* [Try it] In the records, find every line with the word "canvas" and copy it out.

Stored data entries

────

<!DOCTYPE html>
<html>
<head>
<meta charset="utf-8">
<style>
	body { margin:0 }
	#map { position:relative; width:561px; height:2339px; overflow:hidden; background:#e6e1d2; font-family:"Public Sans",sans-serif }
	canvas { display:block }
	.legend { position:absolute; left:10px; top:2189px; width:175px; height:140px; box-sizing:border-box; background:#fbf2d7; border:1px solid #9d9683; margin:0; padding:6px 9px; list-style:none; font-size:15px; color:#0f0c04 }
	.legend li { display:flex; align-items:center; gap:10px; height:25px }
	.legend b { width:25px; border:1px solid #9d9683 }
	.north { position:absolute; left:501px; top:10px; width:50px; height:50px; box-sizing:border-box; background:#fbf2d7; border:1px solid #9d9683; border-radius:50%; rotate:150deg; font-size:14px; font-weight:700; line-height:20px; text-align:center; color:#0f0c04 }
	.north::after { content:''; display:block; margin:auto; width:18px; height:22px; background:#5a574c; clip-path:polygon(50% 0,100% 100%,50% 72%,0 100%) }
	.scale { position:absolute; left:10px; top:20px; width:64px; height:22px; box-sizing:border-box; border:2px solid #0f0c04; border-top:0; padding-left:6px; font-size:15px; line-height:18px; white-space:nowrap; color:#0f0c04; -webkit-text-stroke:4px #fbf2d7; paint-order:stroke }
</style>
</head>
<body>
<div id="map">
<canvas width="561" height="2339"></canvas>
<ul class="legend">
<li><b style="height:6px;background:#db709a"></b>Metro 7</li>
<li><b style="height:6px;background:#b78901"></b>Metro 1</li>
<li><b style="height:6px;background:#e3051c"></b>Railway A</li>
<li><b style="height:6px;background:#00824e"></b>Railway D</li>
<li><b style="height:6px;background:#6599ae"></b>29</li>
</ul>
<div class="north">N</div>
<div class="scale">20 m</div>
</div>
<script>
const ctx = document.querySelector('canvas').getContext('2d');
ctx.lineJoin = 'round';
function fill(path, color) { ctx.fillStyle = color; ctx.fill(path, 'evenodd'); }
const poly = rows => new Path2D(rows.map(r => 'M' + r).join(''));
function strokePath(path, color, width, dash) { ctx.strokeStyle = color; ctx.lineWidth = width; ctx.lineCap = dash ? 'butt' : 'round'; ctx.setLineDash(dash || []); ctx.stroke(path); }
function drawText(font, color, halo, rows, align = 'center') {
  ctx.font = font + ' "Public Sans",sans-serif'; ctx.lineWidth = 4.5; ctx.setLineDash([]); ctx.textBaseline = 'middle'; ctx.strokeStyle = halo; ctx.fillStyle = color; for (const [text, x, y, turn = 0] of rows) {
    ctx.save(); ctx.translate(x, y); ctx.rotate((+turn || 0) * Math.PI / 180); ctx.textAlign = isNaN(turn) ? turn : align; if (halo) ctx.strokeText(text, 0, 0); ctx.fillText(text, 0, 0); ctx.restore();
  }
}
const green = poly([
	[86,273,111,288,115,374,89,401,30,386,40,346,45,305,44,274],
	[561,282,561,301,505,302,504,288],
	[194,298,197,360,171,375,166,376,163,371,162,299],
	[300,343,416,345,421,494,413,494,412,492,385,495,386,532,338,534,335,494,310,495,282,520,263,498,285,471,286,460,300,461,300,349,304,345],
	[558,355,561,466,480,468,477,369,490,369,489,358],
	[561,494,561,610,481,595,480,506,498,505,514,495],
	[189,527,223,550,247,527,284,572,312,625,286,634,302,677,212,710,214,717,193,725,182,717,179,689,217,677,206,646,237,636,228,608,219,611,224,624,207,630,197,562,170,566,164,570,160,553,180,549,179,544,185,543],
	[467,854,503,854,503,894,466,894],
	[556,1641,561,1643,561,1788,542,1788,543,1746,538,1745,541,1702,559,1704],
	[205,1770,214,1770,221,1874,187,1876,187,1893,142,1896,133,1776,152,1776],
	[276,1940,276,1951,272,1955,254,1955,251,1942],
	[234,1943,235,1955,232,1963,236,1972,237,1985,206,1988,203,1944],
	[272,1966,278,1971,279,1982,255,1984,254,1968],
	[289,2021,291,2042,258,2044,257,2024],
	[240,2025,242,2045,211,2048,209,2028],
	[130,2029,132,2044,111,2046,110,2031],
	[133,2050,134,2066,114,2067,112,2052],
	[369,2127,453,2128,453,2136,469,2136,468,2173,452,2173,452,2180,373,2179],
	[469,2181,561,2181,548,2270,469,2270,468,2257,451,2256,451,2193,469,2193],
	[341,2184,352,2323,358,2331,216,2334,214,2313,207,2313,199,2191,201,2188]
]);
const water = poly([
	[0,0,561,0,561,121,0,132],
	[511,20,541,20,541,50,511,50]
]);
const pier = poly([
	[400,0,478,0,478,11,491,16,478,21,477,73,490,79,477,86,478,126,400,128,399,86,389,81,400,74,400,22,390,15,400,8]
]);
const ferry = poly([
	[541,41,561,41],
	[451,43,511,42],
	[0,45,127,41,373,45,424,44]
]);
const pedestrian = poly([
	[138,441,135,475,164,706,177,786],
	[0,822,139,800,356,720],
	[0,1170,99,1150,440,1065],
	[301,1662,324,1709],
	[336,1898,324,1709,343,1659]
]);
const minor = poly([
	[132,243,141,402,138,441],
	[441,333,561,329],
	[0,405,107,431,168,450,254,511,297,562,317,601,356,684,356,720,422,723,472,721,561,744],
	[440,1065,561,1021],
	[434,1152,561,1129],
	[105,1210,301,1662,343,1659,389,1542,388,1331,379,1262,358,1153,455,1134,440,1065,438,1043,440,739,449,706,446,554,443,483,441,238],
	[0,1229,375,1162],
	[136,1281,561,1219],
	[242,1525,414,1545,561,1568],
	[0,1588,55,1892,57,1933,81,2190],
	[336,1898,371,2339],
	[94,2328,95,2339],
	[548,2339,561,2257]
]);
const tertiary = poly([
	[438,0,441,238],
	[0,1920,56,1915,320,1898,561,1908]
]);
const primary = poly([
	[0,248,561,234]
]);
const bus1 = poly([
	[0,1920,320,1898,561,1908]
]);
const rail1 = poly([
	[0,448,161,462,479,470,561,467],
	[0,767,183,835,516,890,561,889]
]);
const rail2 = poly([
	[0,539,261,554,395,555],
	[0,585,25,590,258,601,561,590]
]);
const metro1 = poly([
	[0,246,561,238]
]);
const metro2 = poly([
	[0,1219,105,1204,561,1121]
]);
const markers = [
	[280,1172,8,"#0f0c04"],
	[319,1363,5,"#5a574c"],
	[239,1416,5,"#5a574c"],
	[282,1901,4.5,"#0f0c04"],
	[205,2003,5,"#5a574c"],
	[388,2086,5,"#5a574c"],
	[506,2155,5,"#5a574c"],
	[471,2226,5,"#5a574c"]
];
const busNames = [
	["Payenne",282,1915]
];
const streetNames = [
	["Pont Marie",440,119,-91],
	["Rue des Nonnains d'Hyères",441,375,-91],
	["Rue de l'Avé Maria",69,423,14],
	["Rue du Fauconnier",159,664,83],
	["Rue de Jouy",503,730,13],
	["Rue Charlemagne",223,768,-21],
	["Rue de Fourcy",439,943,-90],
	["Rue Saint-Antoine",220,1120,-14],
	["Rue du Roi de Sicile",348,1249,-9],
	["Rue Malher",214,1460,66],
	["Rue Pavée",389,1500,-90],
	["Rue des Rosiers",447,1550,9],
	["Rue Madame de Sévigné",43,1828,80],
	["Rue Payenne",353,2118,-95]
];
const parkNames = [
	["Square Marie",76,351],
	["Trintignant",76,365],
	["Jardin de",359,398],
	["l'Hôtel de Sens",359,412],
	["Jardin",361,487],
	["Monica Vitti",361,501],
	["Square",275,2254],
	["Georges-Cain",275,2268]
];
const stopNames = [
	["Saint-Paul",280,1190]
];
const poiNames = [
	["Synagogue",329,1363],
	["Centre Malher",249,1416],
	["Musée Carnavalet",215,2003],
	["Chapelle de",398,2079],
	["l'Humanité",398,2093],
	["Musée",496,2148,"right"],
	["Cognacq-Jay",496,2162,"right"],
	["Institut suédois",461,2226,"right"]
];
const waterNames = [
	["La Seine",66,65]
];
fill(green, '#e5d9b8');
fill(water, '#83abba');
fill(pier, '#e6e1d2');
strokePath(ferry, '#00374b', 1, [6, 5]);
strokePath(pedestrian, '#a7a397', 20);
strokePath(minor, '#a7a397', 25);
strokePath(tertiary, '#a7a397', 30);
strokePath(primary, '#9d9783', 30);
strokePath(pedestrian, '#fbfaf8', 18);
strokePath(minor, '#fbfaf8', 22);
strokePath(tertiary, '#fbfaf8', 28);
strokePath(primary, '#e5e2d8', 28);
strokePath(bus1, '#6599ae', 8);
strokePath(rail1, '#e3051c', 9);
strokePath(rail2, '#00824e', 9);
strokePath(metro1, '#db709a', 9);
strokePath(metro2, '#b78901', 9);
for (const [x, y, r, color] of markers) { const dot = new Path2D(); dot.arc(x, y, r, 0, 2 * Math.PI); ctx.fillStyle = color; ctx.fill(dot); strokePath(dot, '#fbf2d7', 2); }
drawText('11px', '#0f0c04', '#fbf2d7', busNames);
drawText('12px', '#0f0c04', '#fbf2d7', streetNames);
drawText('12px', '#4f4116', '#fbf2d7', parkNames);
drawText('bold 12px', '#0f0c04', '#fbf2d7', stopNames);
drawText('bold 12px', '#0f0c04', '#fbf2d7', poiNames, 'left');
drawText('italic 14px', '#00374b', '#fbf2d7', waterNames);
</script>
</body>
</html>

────

* [Problem solution]
	canvas { display:block }
<canvas width="561" height="2339"></canvas>
const ctx = document.querySelector('canvas').getContext('2d');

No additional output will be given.